**To do**
Among the lines of the entries below, count those containing the word "Marceneiros" and answer with the number only.

[[ Record excerpts open ]]

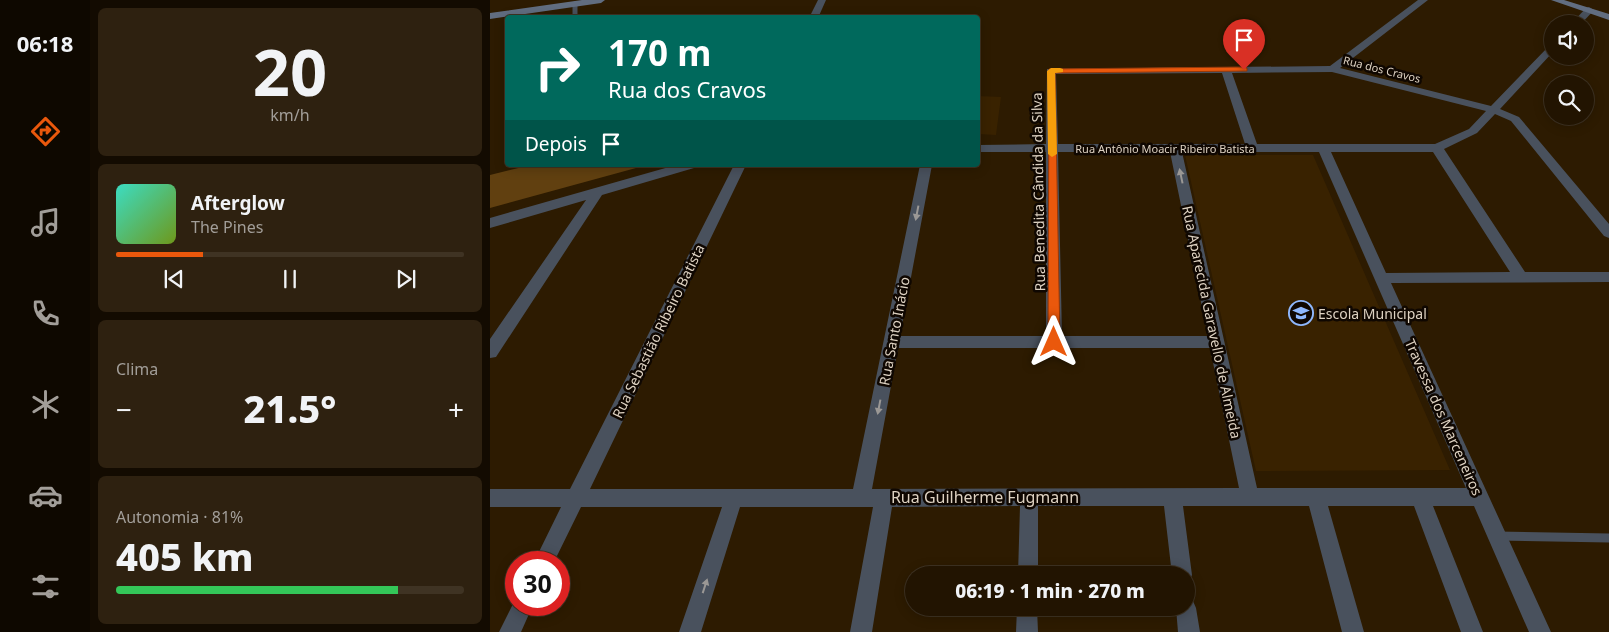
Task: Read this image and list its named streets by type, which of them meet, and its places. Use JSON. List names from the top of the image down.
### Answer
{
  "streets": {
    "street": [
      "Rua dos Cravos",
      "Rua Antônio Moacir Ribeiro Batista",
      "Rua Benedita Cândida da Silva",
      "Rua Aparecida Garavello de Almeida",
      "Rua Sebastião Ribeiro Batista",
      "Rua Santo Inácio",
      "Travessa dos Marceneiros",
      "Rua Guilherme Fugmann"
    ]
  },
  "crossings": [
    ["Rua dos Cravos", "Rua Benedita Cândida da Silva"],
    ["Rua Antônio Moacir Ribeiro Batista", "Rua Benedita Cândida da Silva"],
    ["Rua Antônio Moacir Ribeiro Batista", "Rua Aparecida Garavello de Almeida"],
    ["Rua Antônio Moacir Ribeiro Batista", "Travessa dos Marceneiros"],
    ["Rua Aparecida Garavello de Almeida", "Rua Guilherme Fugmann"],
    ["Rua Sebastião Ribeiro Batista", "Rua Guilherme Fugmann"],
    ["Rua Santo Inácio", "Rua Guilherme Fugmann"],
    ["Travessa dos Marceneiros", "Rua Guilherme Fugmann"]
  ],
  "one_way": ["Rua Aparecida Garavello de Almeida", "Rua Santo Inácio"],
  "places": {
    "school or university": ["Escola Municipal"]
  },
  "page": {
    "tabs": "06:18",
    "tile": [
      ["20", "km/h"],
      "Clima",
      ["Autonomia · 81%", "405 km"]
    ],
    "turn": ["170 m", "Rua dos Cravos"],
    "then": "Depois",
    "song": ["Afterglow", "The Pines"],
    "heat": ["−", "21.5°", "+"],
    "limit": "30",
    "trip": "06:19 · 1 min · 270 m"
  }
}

[[ Record excerpts closed ]]

**Final answer**
3